How is original research distribution different in New Zealand versus the UK?
The audiences and media channels differ significantly. In New Zealand, the publishing ecosystem is smaller, which means well-targeted research reaching the right trade publication can achieve disproportionate impact relative to the effort involved. New Zealand business media (Idealog, Stuff Business, NZ Business) and professional associations are more approachable for smaller brands than their UK equivalents. In the UK, the B2B media landscape is more segmented, with specialist trade titles for virtually every sector. The PR outreach strategy needs to be more targeted and relationship-driven. For both markets, LinkedIn is the most effective social distribution channel for B2B research, and the algorithm behaviour is similar across geographies.
Can AI-generated content include original research?
AI tools can assist in analysing data, identifying patterns, drafting findings, and formatting the research publication. But the underlying data must come from a real primary research exercise. AI cannot generate survey responses, invent client data, or fabricate experimental results, and any attempt to do so produces content that fails E-E-A-T evaluation immediately. The credibility of original research rests entirely on the authenticity of the data. AI assistance in the writing and analysis process is legitimate and efficient; AI generation of the data itself is not research at all.

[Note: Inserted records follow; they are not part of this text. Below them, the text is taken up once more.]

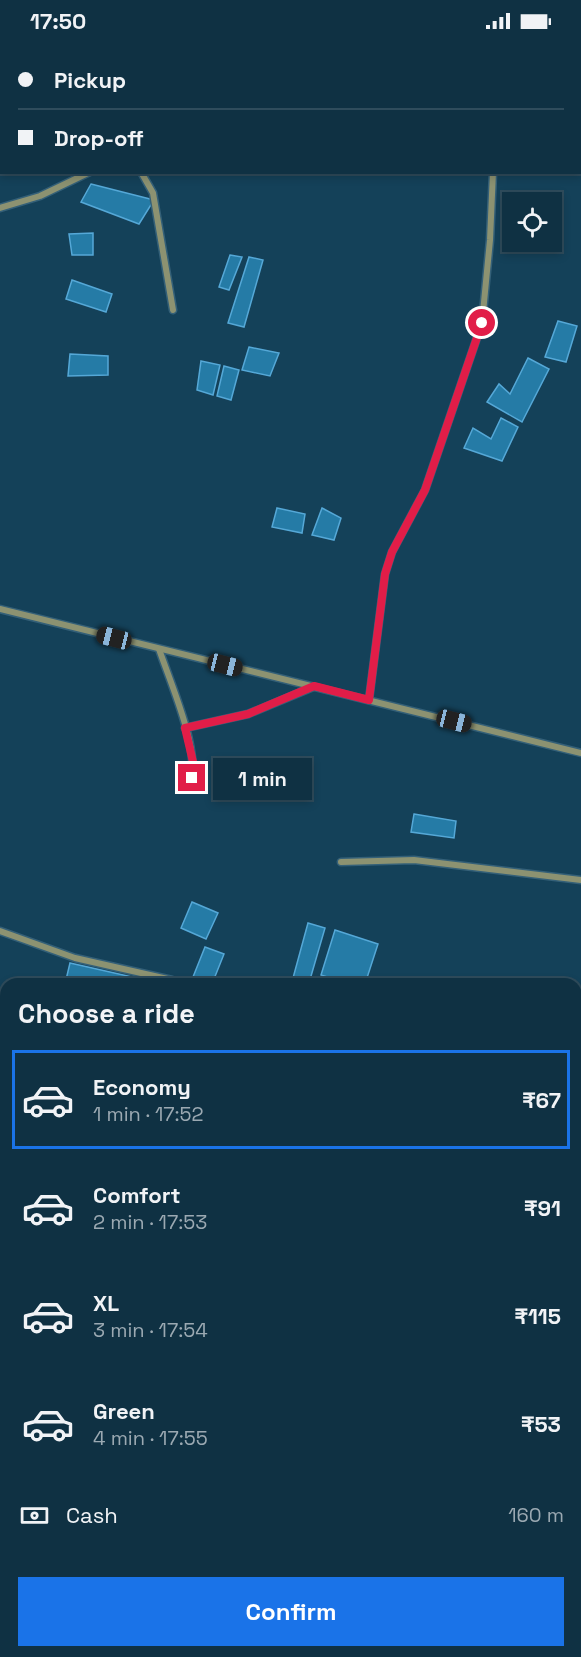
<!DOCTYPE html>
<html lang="en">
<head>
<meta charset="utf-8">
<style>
	:root { --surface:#0f3143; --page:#18394a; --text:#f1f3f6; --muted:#9ba9b2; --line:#2f4c5c; --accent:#1a73e8 }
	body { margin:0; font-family:"Space Grotesk",sans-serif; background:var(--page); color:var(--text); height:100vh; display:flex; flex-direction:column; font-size:22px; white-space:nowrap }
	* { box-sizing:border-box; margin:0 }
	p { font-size:20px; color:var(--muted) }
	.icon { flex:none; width:33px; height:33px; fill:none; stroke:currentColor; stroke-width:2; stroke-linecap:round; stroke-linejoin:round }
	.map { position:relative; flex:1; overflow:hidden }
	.sheet { position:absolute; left:0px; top:936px; width:582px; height:680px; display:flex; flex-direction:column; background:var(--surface); border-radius:18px 18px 0 0; box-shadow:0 3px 9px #0003,0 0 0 2px var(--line) }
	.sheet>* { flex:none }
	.guide { position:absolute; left:0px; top:0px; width:582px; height:132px; box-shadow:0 3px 9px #0003,0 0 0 2px var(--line); display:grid; align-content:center; height:132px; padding:0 18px; background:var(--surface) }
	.buttons { position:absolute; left:502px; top:150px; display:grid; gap:12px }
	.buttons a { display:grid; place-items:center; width:60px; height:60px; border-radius:0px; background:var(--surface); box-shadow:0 3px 9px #0003,0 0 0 2px var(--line); font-size:30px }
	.end { position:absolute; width:27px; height:27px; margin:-14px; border:8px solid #e11d48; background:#fff; box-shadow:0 0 0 3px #fff }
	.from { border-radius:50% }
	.bubble { position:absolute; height:42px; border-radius:0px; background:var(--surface); box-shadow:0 3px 9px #0003,0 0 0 2px var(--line); font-size:20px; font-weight:700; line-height:42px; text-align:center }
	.car { position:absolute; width:18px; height:36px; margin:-18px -9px; border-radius:8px; box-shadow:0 0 4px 2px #0007; background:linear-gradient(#222 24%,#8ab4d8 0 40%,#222 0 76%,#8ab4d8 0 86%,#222 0) }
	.guide b { display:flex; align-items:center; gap:21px; height:57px; font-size:22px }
	.guide b+b { border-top:2px solid var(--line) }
	.guide i { width:15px; height:15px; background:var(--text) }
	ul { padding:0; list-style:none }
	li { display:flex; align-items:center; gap:18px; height:99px; margin:0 12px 9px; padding:0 6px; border:3px solid transparent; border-radius:0px }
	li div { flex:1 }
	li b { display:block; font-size:22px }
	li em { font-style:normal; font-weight:700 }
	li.active { border-color:var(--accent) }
	li>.icon { width:54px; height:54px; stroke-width:1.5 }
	h2 { padding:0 18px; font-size:27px; line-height:72px }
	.pay { display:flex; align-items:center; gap:15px; height:66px; padding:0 18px; font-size:22px }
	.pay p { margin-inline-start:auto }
	.primary-button { display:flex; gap:12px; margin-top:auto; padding:12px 18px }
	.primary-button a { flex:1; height:69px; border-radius:0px; background:var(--accent); color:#fff; font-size:24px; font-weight:700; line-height:69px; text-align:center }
	.status { display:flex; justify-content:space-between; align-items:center; height:42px; padding:0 30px; background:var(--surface); direction:ltr }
	.status svg { height:16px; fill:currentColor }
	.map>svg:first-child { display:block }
</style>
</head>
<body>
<div class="status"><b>17:50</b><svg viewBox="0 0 49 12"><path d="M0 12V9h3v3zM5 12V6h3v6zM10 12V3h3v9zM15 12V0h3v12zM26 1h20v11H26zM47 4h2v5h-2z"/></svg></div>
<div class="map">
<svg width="581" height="1615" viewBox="0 0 581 1615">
	<rect width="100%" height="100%" fill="#144159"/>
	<g fill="#257ba6" stroke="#55a8d7" stroke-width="1.5">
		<path d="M 91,142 L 154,158 L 139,182 L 81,160 Z"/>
		<path d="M 93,191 L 93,213 L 72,213 L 69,192 Z"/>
		<path d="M 230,213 L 242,215 L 229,248 L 219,245 Z"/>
		<path d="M 249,215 L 263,218 L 244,285 L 228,281 Z"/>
		<path d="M 72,238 L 112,252 L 106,270 L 66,257 Z"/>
		<path d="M 558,279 L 577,284 L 566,320 L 545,315 Z"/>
		<path d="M 249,305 L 279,311 L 270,334 L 242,328 Z"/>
		<path d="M 70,312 L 108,314 L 108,333 L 68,334 Z"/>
		<path d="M 528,316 L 549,327 L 522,380 L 487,360 L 499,342 L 510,352 Z"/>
		<path d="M 201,319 L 220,323 L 213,353 L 197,348 Z"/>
		<path d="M 224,324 L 239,328 L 231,358 L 217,354 Z"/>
		<path d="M 501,376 L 518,385 L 502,419 L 464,406 L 473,386 L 491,397 Z"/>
		<path d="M 277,466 L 305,472 L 302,491 L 272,485 Z"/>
		<path d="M 322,466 L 341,476 L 334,498 L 312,493 Z"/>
		<path d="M 414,772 L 456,779 L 454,796 L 411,790 Z"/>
		<path d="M 192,860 L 218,871 L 206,897 L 181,886 Z"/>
		<path d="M 308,881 L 325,886 L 309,941 L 293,936 Z"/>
		<path d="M 335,888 L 378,902 L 365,942 L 350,942 L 321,933 Z"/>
		<path d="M 205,905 L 224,912 L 212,942 L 197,942 L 191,940 Z"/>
		<path d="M 70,921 L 150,939 L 149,942 L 65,942 Z"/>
	</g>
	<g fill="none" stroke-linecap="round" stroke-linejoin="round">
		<defs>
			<g id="minor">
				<path d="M 493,0 L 494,2"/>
				<path d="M 0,43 L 2,43"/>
				<path d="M 141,130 L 153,151 L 173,268"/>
				<path d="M 0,166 L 40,154 L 90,130"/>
				<path d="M 0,567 L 581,711"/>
				<path d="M 159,607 C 171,642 197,701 192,736"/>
				<path d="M 369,658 L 385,532 L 392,510 L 425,448 L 482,281 L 490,198 L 493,130"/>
				<path d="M 185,686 L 248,672 L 313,645"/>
				<path d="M 341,820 L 414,818 L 581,838"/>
				<path d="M 0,889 L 75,916 L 172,938"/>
				<path d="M 576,1003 L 581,988"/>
				<path d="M 155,1610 L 170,1615"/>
				<path d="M 145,1615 L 147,1610"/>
				<path d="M 309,1615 L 311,1610"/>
				<path d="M 458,1615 L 459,1610"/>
			</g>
		</defs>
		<use href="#minor" stroke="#346078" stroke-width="9"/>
		<use href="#minor" stroke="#8c9271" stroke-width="6"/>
	</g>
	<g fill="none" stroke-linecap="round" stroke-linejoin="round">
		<path stroke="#e11d48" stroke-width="8" d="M 192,736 L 194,724 L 185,686 L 248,672 L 314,644 L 369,658 L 385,532 L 392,510 L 425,448 L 482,281"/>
	</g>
</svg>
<div class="buttons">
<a><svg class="icon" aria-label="locate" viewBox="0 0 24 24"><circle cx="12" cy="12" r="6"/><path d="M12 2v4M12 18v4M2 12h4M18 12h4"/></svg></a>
</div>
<i class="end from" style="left:482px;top:281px"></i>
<i class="end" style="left:192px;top:736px"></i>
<div class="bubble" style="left:213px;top:716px;width:99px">1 min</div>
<i class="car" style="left:114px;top:596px;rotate:284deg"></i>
<i class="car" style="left:225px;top:623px;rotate:104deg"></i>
<i class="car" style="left:454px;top:679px;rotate:104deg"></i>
<div class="guide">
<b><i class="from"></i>Pickup</b>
<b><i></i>Drop-off</b>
</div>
<section class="sheet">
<h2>Choose a ride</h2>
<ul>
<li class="active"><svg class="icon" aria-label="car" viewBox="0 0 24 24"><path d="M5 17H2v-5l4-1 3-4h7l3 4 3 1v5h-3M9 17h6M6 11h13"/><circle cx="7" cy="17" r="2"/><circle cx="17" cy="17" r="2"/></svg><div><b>Economy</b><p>1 min · 17:52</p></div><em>₹67</em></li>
<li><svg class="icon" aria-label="car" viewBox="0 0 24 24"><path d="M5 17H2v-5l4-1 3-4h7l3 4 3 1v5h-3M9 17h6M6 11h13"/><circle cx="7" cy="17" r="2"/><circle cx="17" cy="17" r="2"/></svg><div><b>Comfort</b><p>2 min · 17:53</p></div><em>₹91</em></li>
<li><svg class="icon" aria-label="car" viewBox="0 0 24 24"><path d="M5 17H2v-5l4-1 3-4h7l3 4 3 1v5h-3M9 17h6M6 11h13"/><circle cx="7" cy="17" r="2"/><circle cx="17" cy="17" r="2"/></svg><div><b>XL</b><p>3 min · 17:54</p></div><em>₹115</em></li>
<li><svg class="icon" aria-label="car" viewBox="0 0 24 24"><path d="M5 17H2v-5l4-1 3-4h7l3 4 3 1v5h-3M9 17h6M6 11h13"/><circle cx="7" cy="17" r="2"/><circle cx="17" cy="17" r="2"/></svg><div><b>Green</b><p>4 min · 17:55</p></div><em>₹53</em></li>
</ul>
<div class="pay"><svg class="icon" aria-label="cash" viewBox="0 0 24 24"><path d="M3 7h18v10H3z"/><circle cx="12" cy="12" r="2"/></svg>Cash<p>160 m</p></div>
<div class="primary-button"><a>Confirm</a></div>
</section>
</div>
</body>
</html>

How do I track whether my research is being cited by AI systems?
Traditional backlink monitoring tools (Ahrefs, Semrush) capture inbound links from sources that cite your research on publicly indexable pages. For AI citation tracking specifically, tools including Semrush’s AI Toolkit, SE Ranking’s AI Results Tracker, and Nobori’s citation monitoring platform track which AI surfaces are referencing your content. Manually querying AI platforms (ChatGPT, Perplexity, Google AI Overviews) for your target topics and checking whether your research is cited is also a practical baseline audit method. Our AI Optimisation programme includes structured AI citation monitoring as part of ongoing reporting for clients with research-led content strategies.